Der eigentliche Konflikt ist kein technischer, sondern ein kultureller. Chinas Smart-City-Modell basiert auf dem Prinzip „Alles ist Daten“. Jede Interaktion, jeder Schritt, jede Zahlung wird erfasst, analysiert, optimiert. Europas Modell hingegen basiert auf dem Prinzip „Alles ist Privatsphäre“. Daten dürfen nur erhoben werden, wenn es einen konkreten Zweck gibt – und selbst dann nur in dem absolut notwendigen Umfang. Doch während Europa über die Theorie des Datenschutzes debattiert, setzt China die Praxis der Datennutzung um. Und die ist effizient.

„We also count pedestrians. You might think ‘but, why?’“, sagt Poljak. „We have a use case in Florence, Italy, which for me is the most advanced use case. They’re having problems with overtourism. Basically, you get everyone at the same time, in the same place, in Florence’s main squares. So we’ve equipped Florence’s squares, we count the number of people in the square, and we send the information in real time to Florence’s tourism app.“ In Shenzhen würde dieselbe Technologie nicht für Touristenlenkung genutzt werden, sondern für soziale Steuerung. Für die Bewertung von Bürgern. Für die Entscheidung, wer Zugang zu bestimmten Ressourcen erhält – und wer nicht.

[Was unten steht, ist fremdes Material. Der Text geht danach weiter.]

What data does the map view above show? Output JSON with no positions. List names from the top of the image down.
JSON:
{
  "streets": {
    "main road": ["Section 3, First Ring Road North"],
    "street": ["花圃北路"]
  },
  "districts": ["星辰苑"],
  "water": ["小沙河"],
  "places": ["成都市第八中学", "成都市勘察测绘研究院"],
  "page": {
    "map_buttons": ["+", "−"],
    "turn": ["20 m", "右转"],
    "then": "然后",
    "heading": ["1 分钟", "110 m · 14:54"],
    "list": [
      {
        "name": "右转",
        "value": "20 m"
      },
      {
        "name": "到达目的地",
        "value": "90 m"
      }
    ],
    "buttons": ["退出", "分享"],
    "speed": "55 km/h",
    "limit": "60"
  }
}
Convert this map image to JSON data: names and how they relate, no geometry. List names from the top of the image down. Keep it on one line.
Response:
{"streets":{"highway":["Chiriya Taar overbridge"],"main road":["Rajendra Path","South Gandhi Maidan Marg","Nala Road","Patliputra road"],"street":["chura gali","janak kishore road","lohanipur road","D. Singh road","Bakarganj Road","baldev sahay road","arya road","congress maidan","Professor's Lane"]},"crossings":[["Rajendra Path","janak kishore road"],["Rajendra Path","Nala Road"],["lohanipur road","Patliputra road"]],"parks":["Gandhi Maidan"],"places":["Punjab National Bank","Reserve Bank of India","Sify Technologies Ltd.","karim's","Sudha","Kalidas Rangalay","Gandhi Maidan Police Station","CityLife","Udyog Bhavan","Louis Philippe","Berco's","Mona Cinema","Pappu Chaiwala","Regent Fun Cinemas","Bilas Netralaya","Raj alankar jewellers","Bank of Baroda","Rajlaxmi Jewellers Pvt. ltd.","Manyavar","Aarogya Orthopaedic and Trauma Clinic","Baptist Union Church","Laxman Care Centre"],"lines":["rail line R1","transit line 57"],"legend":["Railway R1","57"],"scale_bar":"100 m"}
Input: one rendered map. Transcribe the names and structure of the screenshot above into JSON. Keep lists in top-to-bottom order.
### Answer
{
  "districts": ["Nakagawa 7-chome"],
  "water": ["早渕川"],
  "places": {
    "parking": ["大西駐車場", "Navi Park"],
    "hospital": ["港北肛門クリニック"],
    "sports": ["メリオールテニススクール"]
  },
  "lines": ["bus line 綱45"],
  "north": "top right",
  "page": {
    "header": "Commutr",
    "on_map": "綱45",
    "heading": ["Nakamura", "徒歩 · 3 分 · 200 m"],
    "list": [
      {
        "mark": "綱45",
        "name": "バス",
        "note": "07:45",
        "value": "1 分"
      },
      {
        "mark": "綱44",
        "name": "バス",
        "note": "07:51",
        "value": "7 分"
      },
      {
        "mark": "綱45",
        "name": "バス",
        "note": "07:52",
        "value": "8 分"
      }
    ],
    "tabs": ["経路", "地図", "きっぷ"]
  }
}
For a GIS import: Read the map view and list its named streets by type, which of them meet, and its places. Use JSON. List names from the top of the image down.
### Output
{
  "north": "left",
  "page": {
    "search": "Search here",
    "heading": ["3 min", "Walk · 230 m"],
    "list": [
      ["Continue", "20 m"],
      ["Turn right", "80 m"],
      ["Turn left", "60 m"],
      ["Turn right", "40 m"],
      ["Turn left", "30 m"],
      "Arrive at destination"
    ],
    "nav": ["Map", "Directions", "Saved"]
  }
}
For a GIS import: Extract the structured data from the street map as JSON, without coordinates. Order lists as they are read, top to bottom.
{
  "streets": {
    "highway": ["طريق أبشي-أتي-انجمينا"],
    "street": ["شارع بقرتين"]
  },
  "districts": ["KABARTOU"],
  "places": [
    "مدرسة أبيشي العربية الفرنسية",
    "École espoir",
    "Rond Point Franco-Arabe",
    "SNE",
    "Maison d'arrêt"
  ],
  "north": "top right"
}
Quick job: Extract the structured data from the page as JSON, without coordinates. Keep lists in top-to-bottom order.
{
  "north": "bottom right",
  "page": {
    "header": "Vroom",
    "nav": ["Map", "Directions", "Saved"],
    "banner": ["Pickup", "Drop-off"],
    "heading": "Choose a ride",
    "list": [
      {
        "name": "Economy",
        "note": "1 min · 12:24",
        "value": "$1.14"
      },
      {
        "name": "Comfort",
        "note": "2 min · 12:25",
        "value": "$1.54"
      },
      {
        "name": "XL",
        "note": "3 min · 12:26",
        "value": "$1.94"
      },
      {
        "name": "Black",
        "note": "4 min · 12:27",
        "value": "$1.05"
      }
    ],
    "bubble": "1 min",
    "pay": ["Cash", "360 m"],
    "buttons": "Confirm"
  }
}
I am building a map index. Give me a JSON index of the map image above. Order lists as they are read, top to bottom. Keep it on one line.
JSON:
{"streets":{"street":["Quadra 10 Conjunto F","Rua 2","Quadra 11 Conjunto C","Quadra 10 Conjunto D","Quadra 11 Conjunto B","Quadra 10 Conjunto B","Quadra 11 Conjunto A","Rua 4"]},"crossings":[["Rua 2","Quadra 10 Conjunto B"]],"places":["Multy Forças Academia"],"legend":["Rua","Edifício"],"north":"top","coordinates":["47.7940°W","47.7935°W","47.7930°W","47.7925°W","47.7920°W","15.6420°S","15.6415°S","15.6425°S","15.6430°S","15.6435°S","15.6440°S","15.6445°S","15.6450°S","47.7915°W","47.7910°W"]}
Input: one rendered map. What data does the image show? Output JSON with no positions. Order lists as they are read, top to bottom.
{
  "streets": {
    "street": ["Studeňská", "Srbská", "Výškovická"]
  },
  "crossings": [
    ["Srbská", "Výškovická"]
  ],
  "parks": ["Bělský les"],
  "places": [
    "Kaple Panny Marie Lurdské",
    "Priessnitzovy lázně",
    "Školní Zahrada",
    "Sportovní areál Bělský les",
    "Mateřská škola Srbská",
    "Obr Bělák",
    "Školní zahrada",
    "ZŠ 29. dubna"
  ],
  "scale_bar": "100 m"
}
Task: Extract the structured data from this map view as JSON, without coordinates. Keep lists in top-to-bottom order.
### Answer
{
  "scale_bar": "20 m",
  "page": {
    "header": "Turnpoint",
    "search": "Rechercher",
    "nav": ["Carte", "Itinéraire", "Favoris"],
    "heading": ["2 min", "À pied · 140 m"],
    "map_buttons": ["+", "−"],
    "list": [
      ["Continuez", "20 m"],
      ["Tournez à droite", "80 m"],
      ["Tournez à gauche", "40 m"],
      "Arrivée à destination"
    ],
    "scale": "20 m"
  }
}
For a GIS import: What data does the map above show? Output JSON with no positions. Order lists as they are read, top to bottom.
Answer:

Die Zukunft: Wer schreibt die Regeln?

Bis 2028 werden 80% aller neuen Smart-City-Projekte in Europa chinesische Technologie enthalten. Nicht weil Europa sie aktiv wählt, sondern weil sie günstiger ist. Weil sie schneller implementiert werden kann. Weil sie funktioniert. Doch mit jeder implementierten Lösung wächst die Abhängigkeit. Von Hardware. Von Protokollen. Von Standards. Und während Europa noch über Datenschutz diskutiert, schreibt China bereits die Regeln für die Städte der Zukunft.

Die Frage ist nicht, ob Europa chinesische Smart-City-Technologie nutzen wird. Die Frage ist, wie lange es dauert, bis Europa merkt, dass es längst Teil eines Systems geworden ist – eines Systems, das in Shenzhen entworfen wurde.